I am working with a large dataframe that currently looks like this:
ID | Region | Noun |
---|---|---|
1 | North America | [('Everything', 'NP'), ('the product','NP'), ('it','NP')] |
2 | North America | [('beautiful product','NP')] |
The third column contains noun phrase(s) and each phrases have labels (two capital letters). All of these are in quotation marks and then coupled in brackets, and then put in square brackets which make it difficult for me to separate and pivot.
I would like to pivot the last column only, so the final output will look like this:
ID | Region | Noun | Type |
---|---|---|---|
1 | North America | everything | NP |
1 | North America | the product | NP |
1 | North America | it | NP |
2 | North America | beautiful product | NP |
The annoying part is that some rows have more brackets than others.

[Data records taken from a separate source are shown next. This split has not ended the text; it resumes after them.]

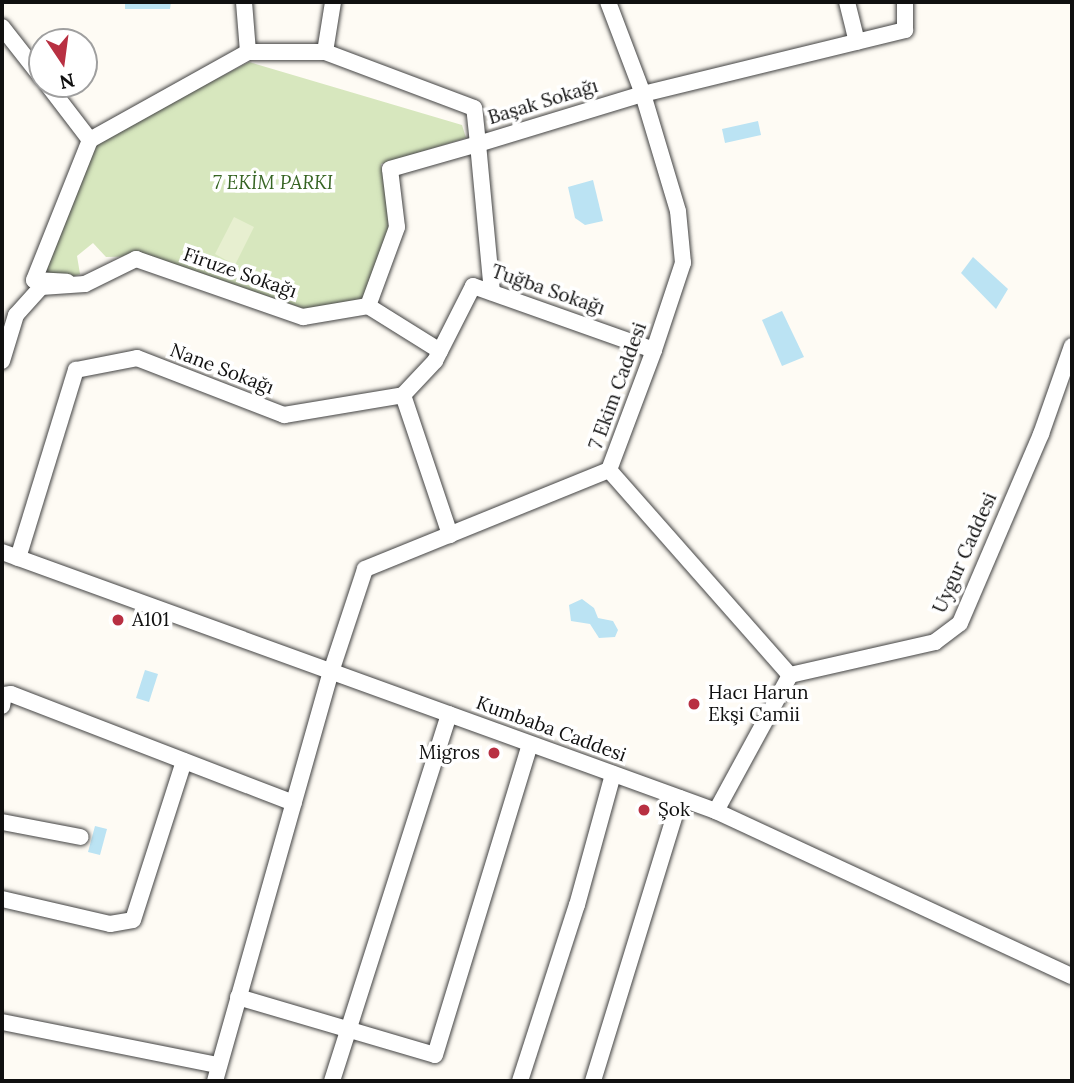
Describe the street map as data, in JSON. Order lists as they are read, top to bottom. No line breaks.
{"streets":{"street":["Başak Sokağı","Firuze Sokağı","Tuğba Sokağı","Nane Sokağı","7 Ekim Caddesi","Uygur Caddesi","Kumbaba Caddesi"]},"crossings":[["Başak Sokağı","Tuğba Sokağı"],["Başak Sokağı","7 Ekim Caddesi"],["Tuğba Sokağı","Nane Sokağı"],["Tuğba Sokağı","7 Ekim Caddesi"],["Nane Sokağı","Kumbaba Caddesi"],["7 Ekim Caddesi","Kumbaba Caddesi"]],"parks":["7 EKİM PARKI"],"places":["A101","Hacı Harun Ekşi Camii","Migros","Şok"],"north":"bottom"}
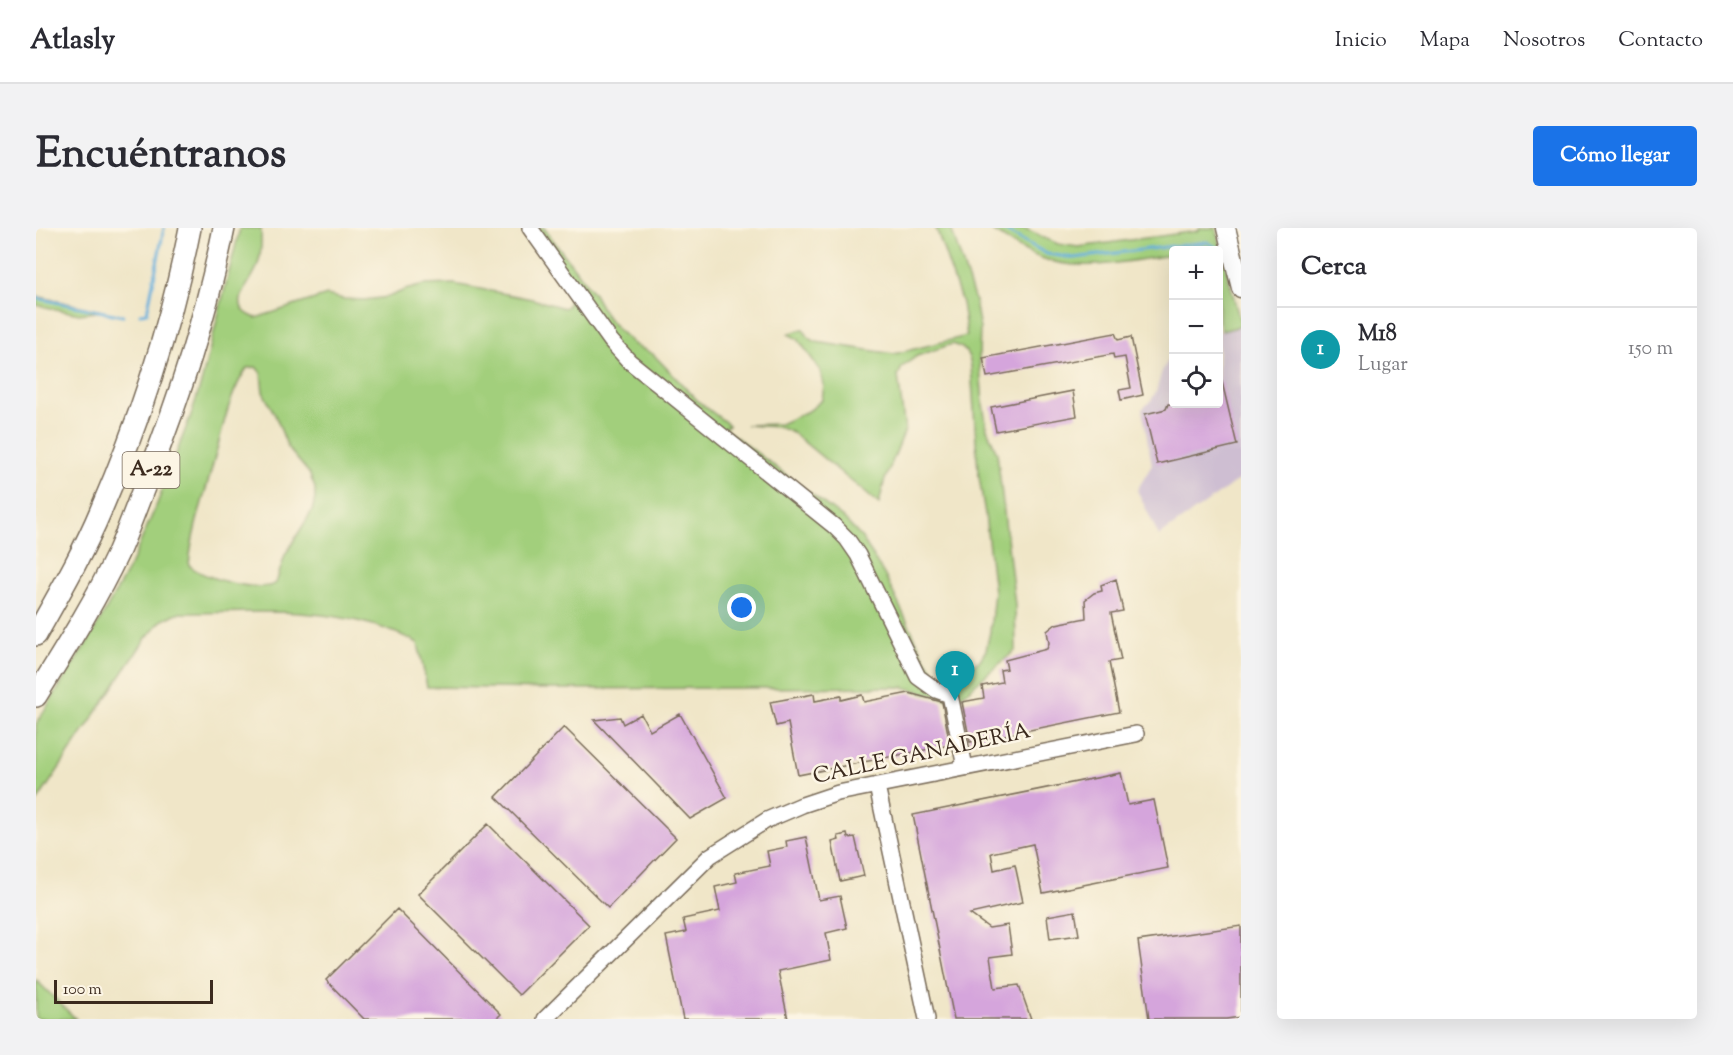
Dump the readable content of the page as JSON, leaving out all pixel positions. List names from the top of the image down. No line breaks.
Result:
{"streets":{"highway":["A-22"],"street":["CALLE GANADERÍA"]},"scale_bar":"100 m","page":{"header":"Atlasly","nav":["Inicio","Mapa","Nosotros","Contacto"],"title":"Encuéntranos","buttons":"Cómo llegar","heading":"Cerca","map_buttons":["+","−"],"list":[{"mark":"1","name":"M18","note":"Lugar","value":"150 m"}],"pins":"1","scale":"100 m"}}
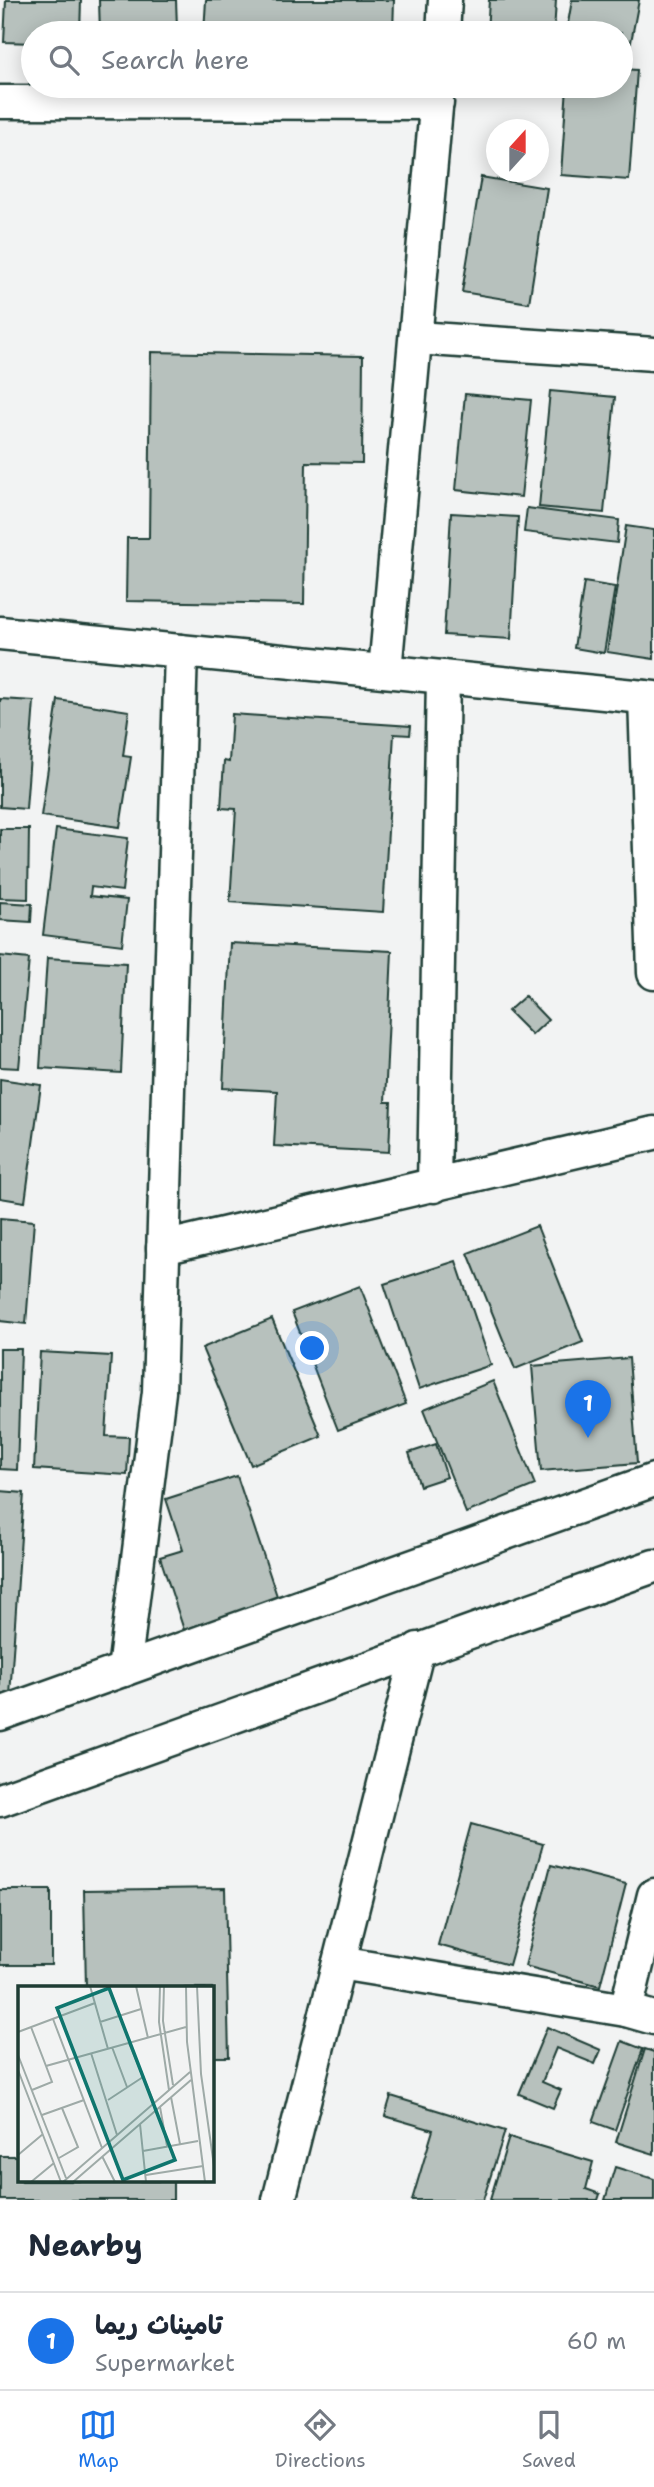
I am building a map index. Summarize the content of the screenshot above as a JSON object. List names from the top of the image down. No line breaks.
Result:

Is there any way I could make this happen on Python?
CodePudding user response:
I'm assuming that you have strings in column Noun
. You can apply ast.literal_eval
on them to convert them to Python lists:
from ast import literal_eval
# apply if Noun are strings, skip otherwise
df["Noun"] = df["Noun"].apply(literal_eval)
df = df.explode("Noun")
df[["Noun", "Type"]] = df["Noun"].apply(pd.Series)
print(df)
Prints:
ID Region Noun Type
0 1 North America Everything NP
0 1 North America the product NP
0 1 North America it NP
1 2 North America beautiful product NP
CodePudding user response:
Here is another way:
df2 = df.explode('Noun').reset_index(drop=True)
df2[['ID','Region']].join(pd.DataFrame(df2['Noun'].tolist(),columns = ['Noun','Type']))
Output:
ID Region Noun Type
0 1 North America Everything NP
1 1 North America the product NP
2 1 North America it NP
3 2 North America beautiful product NP